In Microsoft flight simulator 2020 (MSFS), water is placed on the map if an area is recognize as a water area in an online map (I think of Bing maps or OpenStreetMap).
However, there are zones in the world where water areas are poorly treated such as the northern Canada or central Africa.
This results in the game MSFS as dark areas (since these areas are dark in sattelite imagery), but with no water and even trees in it.
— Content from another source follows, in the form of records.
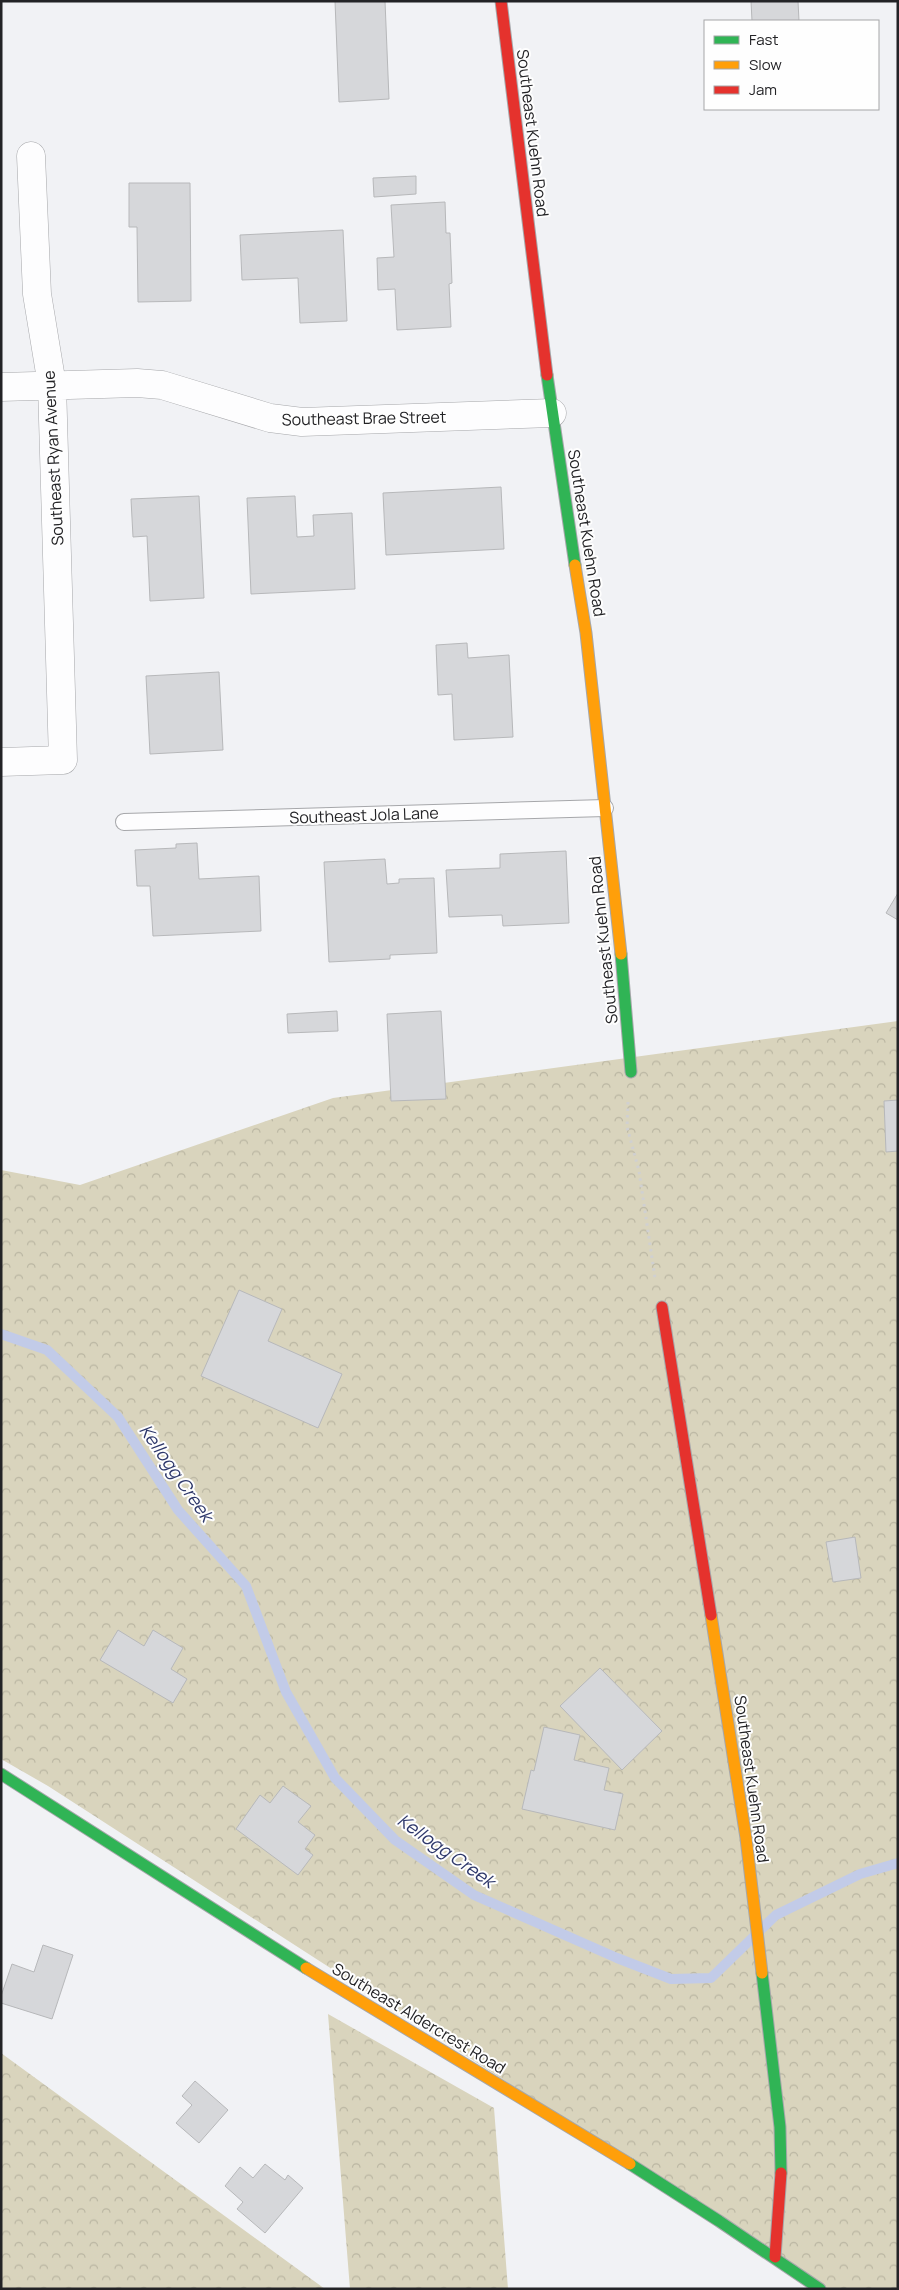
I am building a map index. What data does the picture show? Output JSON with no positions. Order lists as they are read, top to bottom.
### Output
{
  "streets": {
    "street": [
      "Southeast Kuehn Road",
      "Southeast Brae Street",
      "Southeast Ryan Avenue",
      "Southeast Aldercrest Road"
    ],
    "lane": ["Southeast Jola Lane"]
  },
  "crossings": [
    ["Southeast Kuehn Road", "Southeast Brae Street"],
    ["Southeast Kuehn Road", "Southeast Jola Lane"],
    ["Southeast Kuehn Road", "Southeast Aldercrest Road"],
    ["Southeast Brae Street", "Southeast Ryan Avenue"]
  ],
  "water": ["Kellogg Creek"],
  "legend": ["Fast", "Slow", "Jam"]
}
You can't land with a seaplane in these areas and they do not reflect light as watered areas.
This problem can be solved by editing the world with MSFS tool : SDK. You can manually add water.
I don't like to treat hundreds of squared kilometers manually, moreover these zones are rarely flought (I imagine that's why there is no modification of these zones in open maps).
Here comes this project which automatically recognizes water on satellite images and creates the corresponding SDK scenery file to edit areas.

Requirements

(This is my setup)

How to use the project

  • Download a sentinel-2 product (Level-2A or 2B) on ESA copernicus map, you need to register, it's free. If the satellite image is not cloudless, take other one covering the same tile, cloudless where there are clouds on the first one. The tile do not need to be totally covered by the photography. Put the .zip files in the folder Original.
  • Open your Python IDE in the snappy environment.
  • Edit main-NDWI with your configuration (change folder locations, file names).
  • Run main-NDWI, it will create a .dim file in the NDWI folder. The computation time is correlated with the number of images for the selected tile. It takes less than 5 minutes on my computer, but it takes a lot of memory.
  • Edit main-Polygons with your configuration.
  • Run it, it will create a .xml file in the Output folder. The computation time is correlated with the number of lakes and islands. It takes less than 10 minutes on my computer.
  • Then create a MSFS SDK project, close it and put the .xml file in the PackageSources folder. Modify PackageDefinition folder in consequence.
  • Reload the project you just closed, open the scenery. If everything is fine, you should see the edition red lines in the area you choose for modification.
  • Make some editions if you want, save, then build the package.

Curent problems

  • Resolution of sattelite images I use is 20 meters, so contours of the water areas (lakes and rivers) cannot be placed exactly where they should be. In its current configuration, water areas are created a bit smaller that what they should. Moreover, there might be not perfectly centered, the tolerable displacement for this project is around 10 meters because a pixel of the satellite images is 10 by 10 meters.
  • I saw a maximal displacement of 30 meters, I don't know yet the reason why.
  • Rivers are not always deep enough to be easily recognized as water. In the current version, the deepest part is set as water but not all the river. So in the "transition zone" it looks like small lakes placed on the river.
  • Some small areas migh be covered by water while there are just trees in these areas (pretty rare)
  • Areas are treated tile by tile (100km x 100km). The next step for development is a way to merge .xml files and then choose and download automatically satellite images in the area you choose.

How does it works

  1. main-NDWI reads all the .zip file, and computes the normalized difference water index (NDWI) which is the normalized difference between the green and near infrared frequency bands.
    The interseting fact about resulting NDWI is that areas with negative values are land and areas with positive values are water. This water index is computed for each file of the same tile.
  2. A cloud mask is created with the already computed "cloud index" in the data of the zip files. It includes the fact that images might not cover the entire tile.
  3. Files are combined using an average and the cloud mask.
  4. The NDWI band created is stored as a .dim file.
  5. main-Polygons loads the NDWI band, it detects from the NDWI band (which is just a black and white picture in an array) all the isolines equals to 0 (it's fast and precise with the contour() method of plt). The result is a list of polygons.
  6. Then polygons are defined as water polygons or exclude water polygons, indeed, a polygon can delimit a lake, an island, an lake in an island...
  7. Then elevation (required parameter for SDK) is downloaded for each polygon with opentopodata (this part is the longest).
  8. Finally, the .xml file is written.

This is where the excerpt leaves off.